TASK STATEMENT: Copy out precisely the lines from the start of the data through the line with "flex:none; width:44px; height:44px;", and keep pictures out of it.

RECORDS SUPPLIED:

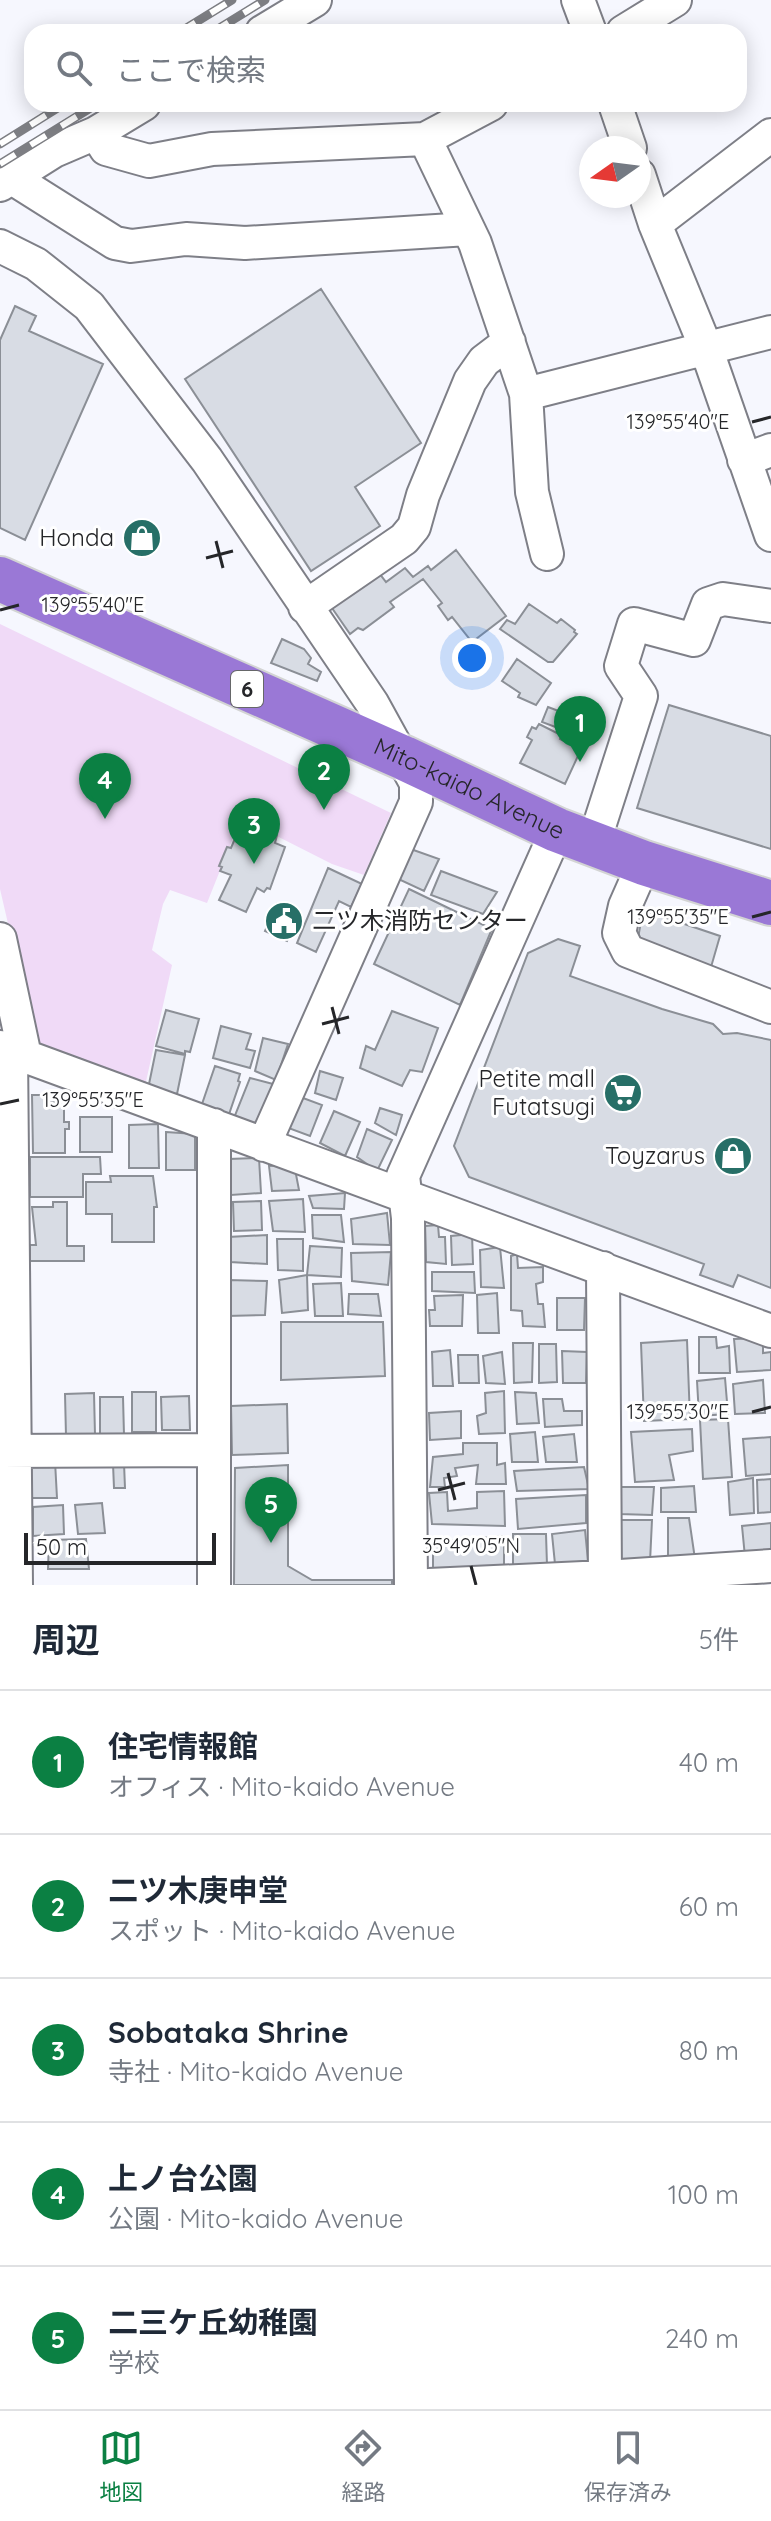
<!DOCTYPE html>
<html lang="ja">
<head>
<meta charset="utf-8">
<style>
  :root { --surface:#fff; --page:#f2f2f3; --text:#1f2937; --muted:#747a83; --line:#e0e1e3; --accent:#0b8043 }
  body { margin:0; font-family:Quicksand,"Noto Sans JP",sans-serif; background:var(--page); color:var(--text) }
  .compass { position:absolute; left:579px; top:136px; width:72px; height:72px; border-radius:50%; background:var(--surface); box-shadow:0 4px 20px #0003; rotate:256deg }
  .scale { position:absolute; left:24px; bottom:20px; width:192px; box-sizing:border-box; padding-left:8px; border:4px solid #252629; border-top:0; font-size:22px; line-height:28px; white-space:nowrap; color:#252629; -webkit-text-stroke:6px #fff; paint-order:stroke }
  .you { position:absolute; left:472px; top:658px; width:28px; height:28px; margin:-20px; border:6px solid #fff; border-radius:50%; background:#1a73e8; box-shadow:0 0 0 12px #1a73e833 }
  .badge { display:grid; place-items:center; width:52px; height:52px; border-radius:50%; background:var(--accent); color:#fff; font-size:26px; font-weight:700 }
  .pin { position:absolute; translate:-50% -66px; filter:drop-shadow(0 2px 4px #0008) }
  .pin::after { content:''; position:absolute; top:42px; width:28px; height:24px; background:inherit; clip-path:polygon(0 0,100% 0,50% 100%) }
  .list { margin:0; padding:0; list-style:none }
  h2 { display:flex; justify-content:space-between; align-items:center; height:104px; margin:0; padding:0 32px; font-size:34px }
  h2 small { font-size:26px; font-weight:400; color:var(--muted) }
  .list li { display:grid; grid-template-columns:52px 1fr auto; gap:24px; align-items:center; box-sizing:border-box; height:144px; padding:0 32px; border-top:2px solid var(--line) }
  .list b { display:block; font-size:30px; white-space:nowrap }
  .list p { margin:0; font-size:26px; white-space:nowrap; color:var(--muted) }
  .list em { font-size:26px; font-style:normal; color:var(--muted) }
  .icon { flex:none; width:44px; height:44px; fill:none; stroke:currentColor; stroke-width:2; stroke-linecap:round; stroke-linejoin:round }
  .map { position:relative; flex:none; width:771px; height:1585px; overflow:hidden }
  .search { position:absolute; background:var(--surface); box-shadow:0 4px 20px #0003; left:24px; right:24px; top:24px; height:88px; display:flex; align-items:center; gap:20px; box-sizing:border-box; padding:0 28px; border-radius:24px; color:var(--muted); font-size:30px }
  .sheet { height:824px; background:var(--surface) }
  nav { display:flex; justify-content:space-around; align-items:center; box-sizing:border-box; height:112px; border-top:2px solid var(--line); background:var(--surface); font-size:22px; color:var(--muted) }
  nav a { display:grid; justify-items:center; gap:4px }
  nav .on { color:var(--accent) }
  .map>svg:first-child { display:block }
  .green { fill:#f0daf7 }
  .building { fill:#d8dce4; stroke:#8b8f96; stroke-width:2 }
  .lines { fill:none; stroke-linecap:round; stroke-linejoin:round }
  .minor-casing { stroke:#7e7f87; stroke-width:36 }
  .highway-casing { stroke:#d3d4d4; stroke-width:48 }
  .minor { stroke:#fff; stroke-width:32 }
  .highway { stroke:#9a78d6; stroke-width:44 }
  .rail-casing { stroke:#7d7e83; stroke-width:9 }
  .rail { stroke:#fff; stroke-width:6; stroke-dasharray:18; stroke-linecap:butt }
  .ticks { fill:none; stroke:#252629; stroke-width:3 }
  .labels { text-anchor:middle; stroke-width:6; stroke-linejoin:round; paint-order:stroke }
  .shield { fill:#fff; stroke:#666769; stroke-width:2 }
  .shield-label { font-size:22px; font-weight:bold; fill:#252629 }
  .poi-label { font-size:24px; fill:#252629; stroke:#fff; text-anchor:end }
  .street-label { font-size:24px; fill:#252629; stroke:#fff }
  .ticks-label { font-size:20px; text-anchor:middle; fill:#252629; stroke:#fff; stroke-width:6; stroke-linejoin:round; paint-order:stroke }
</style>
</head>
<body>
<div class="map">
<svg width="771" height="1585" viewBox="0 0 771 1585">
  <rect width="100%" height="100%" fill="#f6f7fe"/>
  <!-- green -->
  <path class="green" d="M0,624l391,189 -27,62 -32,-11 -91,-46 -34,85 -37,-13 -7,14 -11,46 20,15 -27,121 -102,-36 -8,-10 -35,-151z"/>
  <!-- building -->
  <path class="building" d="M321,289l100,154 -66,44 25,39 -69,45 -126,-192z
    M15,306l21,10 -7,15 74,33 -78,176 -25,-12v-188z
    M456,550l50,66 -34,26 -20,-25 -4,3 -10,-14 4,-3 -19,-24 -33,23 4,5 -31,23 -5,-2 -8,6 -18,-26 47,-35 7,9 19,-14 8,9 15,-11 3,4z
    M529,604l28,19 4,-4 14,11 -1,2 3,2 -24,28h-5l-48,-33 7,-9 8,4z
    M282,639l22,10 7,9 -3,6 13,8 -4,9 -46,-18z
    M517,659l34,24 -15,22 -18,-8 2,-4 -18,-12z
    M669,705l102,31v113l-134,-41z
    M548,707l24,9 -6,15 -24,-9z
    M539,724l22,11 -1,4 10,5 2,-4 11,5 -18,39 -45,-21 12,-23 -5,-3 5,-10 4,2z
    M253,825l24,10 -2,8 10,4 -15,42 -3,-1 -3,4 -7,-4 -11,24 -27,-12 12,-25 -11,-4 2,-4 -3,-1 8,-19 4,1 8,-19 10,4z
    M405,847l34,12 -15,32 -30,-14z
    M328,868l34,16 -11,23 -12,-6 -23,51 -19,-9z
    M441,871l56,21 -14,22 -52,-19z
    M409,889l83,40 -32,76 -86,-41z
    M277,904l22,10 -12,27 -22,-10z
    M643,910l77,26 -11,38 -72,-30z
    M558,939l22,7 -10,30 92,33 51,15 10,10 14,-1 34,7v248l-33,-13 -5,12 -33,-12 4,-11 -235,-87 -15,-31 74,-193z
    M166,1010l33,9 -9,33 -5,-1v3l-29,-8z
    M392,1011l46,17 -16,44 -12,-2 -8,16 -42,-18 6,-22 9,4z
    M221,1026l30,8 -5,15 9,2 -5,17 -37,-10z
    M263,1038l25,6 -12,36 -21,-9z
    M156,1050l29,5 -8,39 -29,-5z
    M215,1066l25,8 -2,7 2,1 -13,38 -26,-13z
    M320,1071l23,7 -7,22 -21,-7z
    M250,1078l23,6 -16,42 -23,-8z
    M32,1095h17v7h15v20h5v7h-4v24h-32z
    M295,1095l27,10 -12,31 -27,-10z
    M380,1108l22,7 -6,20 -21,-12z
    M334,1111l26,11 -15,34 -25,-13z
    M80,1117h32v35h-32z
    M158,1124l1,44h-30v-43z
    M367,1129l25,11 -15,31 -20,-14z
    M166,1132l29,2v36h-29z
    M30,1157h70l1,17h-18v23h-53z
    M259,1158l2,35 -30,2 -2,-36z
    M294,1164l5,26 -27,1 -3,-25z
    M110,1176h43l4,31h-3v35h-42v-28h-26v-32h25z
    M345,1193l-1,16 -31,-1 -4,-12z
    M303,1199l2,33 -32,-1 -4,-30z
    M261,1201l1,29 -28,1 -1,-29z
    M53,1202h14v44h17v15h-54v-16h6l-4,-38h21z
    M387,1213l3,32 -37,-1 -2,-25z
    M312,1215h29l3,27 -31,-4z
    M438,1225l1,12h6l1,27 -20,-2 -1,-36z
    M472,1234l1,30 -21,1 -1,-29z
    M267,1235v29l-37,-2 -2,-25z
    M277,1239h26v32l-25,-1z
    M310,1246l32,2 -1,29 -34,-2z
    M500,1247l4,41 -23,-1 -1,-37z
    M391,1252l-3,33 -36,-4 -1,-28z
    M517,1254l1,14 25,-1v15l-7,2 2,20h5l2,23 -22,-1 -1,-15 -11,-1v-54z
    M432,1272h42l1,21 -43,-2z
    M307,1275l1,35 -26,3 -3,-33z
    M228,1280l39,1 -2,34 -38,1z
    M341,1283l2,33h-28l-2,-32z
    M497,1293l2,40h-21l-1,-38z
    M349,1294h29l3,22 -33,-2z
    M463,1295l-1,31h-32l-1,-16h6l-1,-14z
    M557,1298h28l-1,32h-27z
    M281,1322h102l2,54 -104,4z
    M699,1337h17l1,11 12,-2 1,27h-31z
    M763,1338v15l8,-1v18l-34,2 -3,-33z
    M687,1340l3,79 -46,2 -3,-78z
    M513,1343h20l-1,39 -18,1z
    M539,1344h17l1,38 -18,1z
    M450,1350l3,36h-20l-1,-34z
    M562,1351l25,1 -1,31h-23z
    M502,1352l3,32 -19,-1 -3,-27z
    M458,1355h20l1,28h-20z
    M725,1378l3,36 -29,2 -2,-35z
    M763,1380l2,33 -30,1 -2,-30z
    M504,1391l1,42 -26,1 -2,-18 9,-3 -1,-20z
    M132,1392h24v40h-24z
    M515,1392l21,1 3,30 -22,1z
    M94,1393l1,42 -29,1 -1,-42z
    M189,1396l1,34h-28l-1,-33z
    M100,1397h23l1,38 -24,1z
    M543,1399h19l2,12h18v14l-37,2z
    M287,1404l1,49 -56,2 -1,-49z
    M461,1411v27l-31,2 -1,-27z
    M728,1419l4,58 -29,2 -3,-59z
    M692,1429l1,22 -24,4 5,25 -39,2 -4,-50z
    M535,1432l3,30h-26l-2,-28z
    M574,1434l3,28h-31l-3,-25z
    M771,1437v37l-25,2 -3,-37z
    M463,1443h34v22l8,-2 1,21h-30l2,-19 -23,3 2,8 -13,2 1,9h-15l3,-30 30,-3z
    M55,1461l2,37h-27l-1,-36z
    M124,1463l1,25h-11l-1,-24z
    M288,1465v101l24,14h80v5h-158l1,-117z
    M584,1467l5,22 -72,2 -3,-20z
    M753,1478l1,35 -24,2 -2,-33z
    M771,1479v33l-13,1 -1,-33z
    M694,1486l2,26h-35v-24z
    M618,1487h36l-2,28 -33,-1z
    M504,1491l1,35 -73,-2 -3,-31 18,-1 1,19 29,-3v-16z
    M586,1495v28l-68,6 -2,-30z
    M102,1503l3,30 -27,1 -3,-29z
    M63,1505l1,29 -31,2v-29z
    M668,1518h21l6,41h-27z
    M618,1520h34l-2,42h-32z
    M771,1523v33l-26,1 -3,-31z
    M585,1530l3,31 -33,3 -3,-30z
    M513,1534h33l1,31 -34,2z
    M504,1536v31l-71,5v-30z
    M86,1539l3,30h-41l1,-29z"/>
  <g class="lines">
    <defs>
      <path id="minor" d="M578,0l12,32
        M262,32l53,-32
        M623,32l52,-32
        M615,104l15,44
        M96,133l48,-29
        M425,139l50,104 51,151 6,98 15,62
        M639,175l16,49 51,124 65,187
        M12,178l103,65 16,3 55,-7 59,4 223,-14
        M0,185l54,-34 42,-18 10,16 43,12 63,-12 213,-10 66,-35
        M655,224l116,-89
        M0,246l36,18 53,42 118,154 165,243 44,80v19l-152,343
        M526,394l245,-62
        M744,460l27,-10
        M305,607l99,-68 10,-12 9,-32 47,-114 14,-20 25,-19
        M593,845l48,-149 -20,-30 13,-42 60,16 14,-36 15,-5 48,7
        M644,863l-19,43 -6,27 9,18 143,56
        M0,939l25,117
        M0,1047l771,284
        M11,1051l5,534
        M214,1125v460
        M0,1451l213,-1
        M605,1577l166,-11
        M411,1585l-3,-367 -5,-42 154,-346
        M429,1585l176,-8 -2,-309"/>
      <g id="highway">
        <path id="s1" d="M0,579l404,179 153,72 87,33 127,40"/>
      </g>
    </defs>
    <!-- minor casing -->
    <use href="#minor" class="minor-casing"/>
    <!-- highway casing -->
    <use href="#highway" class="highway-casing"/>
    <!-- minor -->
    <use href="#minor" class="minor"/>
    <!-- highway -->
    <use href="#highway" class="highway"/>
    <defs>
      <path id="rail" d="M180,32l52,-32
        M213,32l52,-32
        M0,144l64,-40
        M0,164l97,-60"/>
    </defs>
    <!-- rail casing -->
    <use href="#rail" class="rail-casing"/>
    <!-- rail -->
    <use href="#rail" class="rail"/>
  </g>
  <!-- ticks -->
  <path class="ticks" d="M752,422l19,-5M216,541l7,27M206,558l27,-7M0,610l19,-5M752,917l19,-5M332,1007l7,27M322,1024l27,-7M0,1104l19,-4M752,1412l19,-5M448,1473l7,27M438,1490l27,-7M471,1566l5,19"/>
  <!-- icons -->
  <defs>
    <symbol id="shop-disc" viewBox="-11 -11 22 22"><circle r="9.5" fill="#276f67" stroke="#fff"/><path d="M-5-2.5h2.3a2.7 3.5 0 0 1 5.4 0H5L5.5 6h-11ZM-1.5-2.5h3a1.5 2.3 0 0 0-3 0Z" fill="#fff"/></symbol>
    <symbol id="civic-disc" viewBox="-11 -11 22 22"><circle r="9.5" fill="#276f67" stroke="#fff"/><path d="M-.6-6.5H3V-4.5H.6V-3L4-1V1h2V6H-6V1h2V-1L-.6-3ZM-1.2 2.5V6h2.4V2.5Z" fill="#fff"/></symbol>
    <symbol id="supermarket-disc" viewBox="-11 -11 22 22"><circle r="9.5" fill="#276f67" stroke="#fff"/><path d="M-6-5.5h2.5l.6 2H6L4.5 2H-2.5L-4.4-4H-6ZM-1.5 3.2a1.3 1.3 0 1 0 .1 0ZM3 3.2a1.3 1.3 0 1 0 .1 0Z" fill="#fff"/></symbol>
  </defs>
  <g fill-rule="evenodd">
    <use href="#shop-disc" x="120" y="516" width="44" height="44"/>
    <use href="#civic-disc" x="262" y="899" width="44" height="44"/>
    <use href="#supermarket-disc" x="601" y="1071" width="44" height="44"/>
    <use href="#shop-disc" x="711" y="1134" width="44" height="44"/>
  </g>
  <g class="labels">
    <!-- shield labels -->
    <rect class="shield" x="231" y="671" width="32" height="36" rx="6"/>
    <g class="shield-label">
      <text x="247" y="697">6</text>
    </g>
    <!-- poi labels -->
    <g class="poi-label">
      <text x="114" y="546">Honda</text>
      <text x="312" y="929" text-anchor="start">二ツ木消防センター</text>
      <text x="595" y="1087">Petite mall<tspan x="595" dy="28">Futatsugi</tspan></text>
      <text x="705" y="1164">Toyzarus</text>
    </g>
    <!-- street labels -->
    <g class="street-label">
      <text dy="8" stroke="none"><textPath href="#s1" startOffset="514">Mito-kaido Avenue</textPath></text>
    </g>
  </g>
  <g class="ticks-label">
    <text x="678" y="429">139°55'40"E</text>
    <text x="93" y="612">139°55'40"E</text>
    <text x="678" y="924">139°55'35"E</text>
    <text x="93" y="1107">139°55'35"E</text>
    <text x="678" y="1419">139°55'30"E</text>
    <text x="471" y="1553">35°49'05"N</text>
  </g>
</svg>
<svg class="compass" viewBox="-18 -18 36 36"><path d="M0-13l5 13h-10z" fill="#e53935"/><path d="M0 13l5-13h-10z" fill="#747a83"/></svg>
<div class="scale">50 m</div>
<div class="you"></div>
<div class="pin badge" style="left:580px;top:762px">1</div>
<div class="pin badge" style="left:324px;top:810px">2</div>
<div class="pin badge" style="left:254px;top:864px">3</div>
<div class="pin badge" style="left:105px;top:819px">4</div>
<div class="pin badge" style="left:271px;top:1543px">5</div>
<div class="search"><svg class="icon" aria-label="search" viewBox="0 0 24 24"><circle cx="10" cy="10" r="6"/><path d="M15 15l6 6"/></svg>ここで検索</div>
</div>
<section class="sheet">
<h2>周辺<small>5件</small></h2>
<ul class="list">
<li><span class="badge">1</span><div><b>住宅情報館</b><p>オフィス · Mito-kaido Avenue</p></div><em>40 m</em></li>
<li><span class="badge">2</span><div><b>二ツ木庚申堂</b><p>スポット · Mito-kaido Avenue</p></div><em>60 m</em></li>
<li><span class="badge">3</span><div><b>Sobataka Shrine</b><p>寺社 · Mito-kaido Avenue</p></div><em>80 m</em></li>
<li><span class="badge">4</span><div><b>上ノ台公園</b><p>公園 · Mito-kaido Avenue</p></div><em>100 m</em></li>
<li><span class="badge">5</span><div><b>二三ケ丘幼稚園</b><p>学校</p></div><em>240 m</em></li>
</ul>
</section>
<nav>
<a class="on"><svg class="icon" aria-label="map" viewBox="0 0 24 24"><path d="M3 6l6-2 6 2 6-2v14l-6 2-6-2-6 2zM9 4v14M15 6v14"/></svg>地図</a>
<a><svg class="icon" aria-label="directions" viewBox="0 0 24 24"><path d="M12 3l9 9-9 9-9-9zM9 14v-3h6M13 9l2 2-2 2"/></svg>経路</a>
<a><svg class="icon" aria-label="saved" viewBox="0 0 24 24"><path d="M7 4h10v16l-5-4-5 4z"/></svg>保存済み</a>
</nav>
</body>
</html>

RESULT:
<!DOCTYPE html>
<html lang="ja">
<head>
<meta charset="utf-8">
<style>
  :root { --surface:#fff; --page:#f2f2f3; --text:#1f2937; --muted:#747a83; --line:#e0e1e3; --accent:#0b8043 }
  body { margin:0; font-family:Quicksand,"Noto Sans JP",sans-serif; background:var(--page); color:var(--text) }
  .compass { position:absolute; left:579px; top:136px; width:72px; height:72px; border-radius:50%; background:var(--surface); box-shadow:0 4px 20px #0003; rotate:256deg }
  .scale { position:absolute; left:24px; bottom:20px; width:192px; box-sizing:border-box; padding-left:8px; border:4px solid #252629; border-top:0; font-size:22px; line-height:28px; white-space:nowrap; color:#252629; -webkit-text-stroke:6px #fff; paint-order:stroke }
  .you { position:absolute; left:472px; top:658px; width:28px; height:28px; margin:-20px; border:6px solid #fff; border-radius:50%; background:#1a73e8; box-shadow:0 0 0 12px #1a73e833 }
  .badge { display:grid; place-items:center; width:52px; height:52px; border-radius:50%; background:var(--accent); color:#fff; font-size:26px; font-weight:700 }
  .pin { position:absolute; translate:-50% -66px; filter:drop-shadow(0 2px 4px #0008) }
  .pin::after { content:''; position:absolute; top:42px; width:28px; height:24px; background:inherit; clip-path:polygon(0 0,100% 0,50% 100%) }
  .list { margin:0; padding:0; list-style:none }
  h2 { display:flex; justify-content:space-between; align-items:center; height:104px; margin:0; padding:0 32px; font-size:34px }
  h2 small { font-size:26px; font-weight:400; color:var(--muted) }
  .list li { display:grid; grid-template-columns:52px 1fr auto; gap:24px; align-items:center; box-sizing:border-box; height:144px; padding:0 32px; border-top:2px solid var(--line) }
  .list b { display:block; font-size:30px; white-space:nowrap }
  .list p { margin:0; font-size:26px; white-space:nowrap; color:var(--muted) }
  .list em { font-size:26px; font-style:normal; color:var(--muted) }
  .icon { flex:none; width:44px; height:44px; fill:none; stroke:currentColor; stroke-width:2; stroke-linecap:round; stroke-linejoin:round }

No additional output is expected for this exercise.